> **What you need to do**
For each line in the records that contains "startOffset", make a copy.
** The data follows **
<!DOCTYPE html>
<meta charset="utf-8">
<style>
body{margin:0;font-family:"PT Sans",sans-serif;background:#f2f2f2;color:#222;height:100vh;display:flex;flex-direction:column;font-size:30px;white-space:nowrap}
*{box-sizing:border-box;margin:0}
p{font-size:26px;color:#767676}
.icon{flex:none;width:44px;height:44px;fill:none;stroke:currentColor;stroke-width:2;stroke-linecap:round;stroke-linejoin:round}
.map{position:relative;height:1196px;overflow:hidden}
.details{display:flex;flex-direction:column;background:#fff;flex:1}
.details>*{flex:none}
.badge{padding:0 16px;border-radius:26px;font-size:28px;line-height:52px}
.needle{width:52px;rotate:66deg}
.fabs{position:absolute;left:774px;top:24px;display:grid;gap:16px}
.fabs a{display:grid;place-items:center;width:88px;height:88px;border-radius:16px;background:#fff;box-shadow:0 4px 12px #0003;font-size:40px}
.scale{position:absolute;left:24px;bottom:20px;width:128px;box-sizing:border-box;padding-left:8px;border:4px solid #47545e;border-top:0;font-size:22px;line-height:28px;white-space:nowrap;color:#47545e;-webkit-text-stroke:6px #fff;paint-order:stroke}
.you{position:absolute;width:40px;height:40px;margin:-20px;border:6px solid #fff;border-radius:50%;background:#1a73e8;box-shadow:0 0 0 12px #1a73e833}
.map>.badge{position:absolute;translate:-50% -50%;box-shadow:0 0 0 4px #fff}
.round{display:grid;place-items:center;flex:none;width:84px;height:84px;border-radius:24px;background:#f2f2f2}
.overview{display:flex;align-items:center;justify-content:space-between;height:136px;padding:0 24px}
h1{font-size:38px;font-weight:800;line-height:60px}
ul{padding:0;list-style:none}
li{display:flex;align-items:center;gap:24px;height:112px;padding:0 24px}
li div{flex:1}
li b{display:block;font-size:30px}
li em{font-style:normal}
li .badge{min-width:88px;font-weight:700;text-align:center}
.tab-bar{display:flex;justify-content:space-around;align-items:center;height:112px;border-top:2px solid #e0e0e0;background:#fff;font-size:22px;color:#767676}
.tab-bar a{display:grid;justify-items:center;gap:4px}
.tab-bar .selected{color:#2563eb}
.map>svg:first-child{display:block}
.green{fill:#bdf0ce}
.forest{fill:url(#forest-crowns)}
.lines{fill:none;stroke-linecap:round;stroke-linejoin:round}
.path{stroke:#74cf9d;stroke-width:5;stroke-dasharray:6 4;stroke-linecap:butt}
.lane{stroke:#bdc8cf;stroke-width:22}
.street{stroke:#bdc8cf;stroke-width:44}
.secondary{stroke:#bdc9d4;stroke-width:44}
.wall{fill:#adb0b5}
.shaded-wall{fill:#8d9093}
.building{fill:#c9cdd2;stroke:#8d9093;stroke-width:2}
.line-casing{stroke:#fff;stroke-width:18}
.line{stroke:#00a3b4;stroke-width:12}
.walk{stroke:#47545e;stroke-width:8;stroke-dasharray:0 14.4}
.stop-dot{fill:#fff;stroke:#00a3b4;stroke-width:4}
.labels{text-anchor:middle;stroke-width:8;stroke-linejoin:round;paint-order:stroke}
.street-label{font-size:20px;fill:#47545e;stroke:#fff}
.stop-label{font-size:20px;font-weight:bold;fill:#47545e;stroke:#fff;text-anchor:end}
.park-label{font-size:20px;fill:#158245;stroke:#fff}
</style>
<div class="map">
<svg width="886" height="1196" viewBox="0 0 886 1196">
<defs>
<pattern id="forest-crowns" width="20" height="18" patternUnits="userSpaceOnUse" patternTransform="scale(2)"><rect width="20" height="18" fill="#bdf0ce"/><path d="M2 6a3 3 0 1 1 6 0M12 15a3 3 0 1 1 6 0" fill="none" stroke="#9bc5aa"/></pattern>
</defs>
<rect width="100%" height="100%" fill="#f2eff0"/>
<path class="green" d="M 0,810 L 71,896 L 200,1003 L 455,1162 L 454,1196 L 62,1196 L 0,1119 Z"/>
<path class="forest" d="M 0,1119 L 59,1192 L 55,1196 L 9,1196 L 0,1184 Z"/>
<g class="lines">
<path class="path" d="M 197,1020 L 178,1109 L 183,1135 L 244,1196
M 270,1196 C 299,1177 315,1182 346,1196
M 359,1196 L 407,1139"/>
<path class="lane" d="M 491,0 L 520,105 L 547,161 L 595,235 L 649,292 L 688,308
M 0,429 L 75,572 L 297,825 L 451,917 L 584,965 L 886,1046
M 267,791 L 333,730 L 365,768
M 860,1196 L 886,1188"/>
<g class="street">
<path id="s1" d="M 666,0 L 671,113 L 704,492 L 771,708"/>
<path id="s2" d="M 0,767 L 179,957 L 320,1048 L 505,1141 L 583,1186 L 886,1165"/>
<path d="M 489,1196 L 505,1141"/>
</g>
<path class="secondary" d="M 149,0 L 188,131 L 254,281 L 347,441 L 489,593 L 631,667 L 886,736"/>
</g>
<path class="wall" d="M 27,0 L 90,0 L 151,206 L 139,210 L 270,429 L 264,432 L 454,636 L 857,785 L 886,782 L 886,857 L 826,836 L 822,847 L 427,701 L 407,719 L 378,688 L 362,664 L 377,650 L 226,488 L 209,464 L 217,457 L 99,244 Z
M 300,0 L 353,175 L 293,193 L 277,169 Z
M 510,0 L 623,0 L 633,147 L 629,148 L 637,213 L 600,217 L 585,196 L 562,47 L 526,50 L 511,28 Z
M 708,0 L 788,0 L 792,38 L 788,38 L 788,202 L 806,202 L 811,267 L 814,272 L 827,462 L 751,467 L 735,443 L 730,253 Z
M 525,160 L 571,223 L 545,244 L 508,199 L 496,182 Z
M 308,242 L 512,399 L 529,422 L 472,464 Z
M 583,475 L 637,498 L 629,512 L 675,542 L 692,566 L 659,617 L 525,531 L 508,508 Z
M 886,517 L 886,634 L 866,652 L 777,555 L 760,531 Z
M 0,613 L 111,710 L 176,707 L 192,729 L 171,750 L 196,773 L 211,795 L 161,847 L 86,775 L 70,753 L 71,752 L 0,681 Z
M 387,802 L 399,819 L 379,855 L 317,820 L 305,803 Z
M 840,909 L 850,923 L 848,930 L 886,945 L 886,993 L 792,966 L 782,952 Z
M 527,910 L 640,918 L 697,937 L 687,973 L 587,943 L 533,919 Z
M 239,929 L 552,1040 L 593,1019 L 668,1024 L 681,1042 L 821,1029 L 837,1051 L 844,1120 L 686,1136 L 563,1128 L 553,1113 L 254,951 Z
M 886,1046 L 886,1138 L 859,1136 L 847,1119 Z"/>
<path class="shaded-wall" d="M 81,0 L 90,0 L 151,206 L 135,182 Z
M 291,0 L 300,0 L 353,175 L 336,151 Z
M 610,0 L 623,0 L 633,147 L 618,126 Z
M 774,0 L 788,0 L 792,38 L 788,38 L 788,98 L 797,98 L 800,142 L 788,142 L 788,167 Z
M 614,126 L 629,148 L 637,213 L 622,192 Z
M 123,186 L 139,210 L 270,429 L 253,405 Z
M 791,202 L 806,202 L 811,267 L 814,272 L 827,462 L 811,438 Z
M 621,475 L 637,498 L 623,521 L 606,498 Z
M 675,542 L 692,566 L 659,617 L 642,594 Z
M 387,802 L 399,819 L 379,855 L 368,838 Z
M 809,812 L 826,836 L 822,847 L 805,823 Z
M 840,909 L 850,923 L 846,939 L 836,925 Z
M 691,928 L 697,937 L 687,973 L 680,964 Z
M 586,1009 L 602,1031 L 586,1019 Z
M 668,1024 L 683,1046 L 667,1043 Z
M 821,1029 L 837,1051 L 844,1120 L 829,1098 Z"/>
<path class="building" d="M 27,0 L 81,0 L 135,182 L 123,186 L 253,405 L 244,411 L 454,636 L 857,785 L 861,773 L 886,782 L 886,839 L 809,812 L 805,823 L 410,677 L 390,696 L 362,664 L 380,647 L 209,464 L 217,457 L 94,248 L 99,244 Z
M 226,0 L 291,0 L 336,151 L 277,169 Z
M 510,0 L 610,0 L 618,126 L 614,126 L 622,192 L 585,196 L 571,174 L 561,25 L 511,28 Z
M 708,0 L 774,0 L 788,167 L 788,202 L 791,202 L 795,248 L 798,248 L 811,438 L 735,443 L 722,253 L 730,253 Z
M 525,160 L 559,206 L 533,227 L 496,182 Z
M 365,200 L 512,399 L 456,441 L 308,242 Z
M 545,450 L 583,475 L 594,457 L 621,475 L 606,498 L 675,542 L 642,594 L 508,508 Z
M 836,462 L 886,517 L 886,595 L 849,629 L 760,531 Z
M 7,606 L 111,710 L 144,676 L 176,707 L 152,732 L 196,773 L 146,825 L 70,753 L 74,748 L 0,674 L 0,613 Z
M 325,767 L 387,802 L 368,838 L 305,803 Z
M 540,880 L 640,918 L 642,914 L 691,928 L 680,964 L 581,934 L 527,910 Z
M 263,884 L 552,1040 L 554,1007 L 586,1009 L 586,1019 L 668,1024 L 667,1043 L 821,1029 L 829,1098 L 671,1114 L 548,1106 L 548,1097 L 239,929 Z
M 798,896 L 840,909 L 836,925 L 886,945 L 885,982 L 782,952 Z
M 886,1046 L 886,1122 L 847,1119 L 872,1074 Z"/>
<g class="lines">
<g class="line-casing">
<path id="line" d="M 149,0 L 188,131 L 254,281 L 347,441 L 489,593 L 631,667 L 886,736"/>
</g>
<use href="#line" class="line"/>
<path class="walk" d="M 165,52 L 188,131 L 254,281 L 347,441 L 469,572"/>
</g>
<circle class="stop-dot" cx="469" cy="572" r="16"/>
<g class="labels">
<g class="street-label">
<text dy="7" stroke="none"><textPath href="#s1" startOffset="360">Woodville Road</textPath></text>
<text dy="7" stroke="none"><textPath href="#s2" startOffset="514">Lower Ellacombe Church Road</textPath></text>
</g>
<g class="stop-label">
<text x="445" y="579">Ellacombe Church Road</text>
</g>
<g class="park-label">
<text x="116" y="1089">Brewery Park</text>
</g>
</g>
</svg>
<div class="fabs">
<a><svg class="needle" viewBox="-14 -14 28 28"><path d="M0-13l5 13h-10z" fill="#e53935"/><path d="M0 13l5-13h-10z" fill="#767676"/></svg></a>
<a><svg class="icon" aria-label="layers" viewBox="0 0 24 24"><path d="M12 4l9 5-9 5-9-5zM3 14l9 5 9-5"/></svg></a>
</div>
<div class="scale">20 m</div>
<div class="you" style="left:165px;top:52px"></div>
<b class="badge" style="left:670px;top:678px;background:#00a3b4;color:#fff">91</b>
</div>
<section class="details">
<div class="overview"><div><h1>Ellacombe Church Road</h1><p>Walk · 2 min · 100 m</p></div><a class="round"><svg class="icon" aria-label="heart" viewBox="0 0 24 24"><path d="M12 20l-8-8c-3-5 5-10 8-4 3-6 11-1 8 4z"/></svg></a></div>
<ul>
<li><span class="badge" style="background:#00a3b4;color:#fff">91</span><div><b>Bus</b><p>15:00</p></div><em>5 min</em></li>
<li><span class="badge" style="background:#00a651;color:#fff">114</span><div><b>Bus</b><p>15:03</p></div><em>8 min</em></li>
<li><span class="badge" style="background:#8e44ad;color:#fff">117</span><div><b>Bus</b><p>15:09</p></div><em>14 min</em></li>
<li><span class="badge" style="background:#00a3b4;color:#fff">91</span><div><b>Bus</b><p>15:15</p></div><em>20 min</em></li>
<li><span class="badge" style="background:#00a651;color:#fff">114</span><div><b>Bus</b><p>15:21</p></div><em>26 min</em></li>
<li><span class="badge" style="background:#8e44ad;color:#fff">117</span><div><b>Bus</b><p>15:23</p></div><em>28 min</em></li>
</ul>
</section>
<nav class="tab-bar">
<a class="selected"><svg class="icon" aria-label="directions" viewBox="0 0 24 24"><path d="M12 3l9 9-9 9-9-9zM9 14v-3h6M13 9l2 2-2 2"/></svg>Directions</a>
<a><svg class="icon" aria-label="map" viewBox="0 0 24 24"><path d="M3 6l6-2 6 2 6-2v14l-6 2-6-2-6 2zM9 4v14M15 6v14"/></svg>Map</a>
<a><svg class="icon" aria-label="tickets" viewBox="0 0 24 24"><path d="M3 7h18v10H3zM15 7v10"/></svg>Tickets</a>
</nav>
** End of The data **
> **Task answer**
<text dy="7" stroke="none"><textPath href="#s1" startOffset="360">Woodville Road</textPath></text>
<text dy="7" stroke="none"><textPath href="#s2" startOffset="514">Lower Ellacombe Church Road</textPath></text>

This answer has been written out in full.